== TASK ITEM ==
Output the listing in full. Every line stays exactly as it is.

== DATA PROVIDED ==
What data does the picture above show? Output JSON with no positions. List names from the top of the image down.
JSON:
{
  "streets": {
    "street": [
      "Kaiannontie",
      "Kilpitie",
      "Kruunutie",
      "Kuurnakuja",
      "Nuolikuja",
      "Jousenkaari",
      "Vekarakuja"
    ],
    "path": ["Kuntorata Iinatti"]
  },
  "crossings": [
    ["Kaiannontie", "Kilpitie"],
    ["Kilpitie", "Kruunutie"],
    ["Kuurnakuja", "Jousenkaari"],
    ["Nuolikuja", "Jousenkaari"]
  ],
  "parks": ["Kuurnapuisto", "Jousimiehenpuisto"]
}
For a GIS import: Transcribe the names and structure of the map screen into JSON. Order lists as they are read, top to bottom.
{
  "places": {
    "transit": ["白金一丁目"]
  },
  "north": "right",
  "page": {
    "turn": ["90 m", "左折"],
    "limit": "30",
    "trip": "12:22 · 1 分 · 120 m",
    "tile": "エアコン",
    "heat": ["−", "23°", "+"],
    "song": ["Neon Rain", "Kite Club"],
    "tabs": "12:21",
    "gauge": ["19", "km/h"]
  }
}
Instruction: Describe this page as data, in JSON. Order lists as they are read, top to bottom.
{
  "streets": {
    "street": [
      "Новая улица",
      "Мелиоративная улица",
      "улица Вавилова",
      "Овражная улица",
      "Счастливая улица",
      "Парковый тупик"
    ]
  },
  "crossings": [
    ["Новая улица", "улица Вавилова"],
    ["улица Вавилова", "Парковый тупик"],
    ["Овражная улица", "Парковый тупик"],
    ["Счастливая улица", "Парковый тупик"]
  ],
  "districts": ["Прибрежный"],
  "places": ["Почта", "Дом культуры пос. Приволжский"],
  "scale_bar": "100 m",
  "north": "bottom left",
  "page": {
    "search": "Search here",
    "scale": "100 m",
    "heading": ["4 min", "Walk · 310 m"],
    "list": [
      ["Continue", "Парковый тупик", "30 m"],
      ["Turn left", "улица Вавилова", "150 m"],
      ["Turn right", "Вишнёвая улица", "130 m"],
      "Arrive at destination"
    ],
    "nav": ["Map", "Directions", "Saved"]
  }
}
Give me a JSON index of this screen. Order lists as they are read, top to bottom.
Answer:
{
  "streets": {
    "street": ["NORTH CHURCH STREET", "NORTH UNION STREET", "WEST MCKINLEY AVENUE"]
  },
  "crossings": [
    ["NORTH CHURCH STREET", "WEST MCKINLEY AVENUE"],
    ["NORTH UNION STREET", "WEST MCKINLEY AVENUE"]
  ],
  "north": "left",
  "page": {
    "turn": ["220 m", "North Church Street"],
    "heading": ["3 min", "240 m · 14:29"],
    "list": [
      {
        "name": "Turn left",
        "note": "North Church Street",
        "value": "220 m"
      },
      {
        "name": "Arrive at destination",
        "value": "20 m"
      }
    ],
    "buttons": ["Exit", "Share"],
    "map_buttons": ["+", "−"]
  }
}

== SOLUTION ==
What data does the picture above show? Output JSON with no positions. List names from the top of the image down.
JSON:
{
  "streets": {
    "street": [
      "Kaiannontie",
      "Kilpitie",
      "Kruunutie",
      "Kuurnakuja",
      "Nuolikuja",
      "Jousenkaari",
      "Vekarakuja"
    ],
    "path": ["Kuntorata Iinatti"]
  },
  "crossings": [
    ["Kaiannontie", "Kilpitie"],
    ["Kilpitie", "Kruunutie"],
    ["Kuurnakuja", "Jousenkaari"],
    ["Nuolikuja", "Jousenkaari"]
  ],
  "parks": ["Kuurnapuisto", "Jousimiehenpuisto"]
}
For a GIS import: Transcribe the names and structure of the map screen into JSON. Order lists as they are read, top to bottom.
{
  "places": {
    "transit": ["白金一丁目"]
  },
  "north": "right",
  "page": {
    "turn": ["90 m", "左折"],
    "limit": "30",
    "trip": "12:22 · 1 分 · 120 m",
    "tile": "エアコン",
    "heat": ["−", "23°", "+"],
    "song": ["Neon Rain", "Kite Club"],
    "tabs": "12:21",
    "gauge": ["19", "km/h"]
  }
}
Instruction: Describe this page as data, in JSON. Order lists as they are read, top to bottom.
{
  "streets": {
    "street": [
      "Новая улица",
      "Мелиоративная улица",
      "улица Вавилова",
      "Овражная улица",
      "Счастливая улица",
      "Парковый тупик"
    ]
  },
  "crossings": [
    ["Новая улица", "улица Вавилова"],
    ["улица Вавилова", "Парковый тупик"],
    ["Овражная улица", "Парковый тупик"],
    ["Счастливая улица", "Парковый тупик"]
  ],
  "districts": ["Прибрежный"],
  "places": ["Почта", "Дом культуры пос. Приволжский"],
  "scale_bar": "100 m",
  "north": "bottom left",
  "page": {
    "search": "Search here",
    "scale": "100 m",
    "heading": ["4 min", "Walk · 310 m"],
    "list": [
      ["Continue", "Парковый тупик", "30 m"],
      ["Turn left", "улица Вавилова", "150 m"],
      ["Turn right", "Вишнёвая улица", "130 m"],
      "Arrive at destination"
    ],
    "nav": ["Map", "Directions", "Saved"]
  }
}
Give me a JSON index of this screen. Order lists as they are read, top to bottom.
Answer:
{
  "streets": {
    "street": ["NORTH CHURCH STREET", "NORTH UNION STREET", "WEST MCKINLEY AVENUE"]
  },
  "crossings": [
    ["NORTH CHURCH STREET", "WEST MCKINLEY AVENUE"],
    ["NORTH UNION STREET", "WEST MCKINLEY AVENUE"]
  ],
  "north": "left",
  "page": {
    "turn": ["220 m", "North Church Street"],
    "heading": ["3 min", "240 m · 14:29"],
    "list": [
      {
        "name": "Turn left",
        "note": "North Church Street",
        "value": "220 m"
      },
      {
        "name": "Arrive at destination",
        "value": "20 m"
      }
    ],
    "buttons": ["Exit", "Share"],
    "map_buttons": ["+", "−"]
  }
}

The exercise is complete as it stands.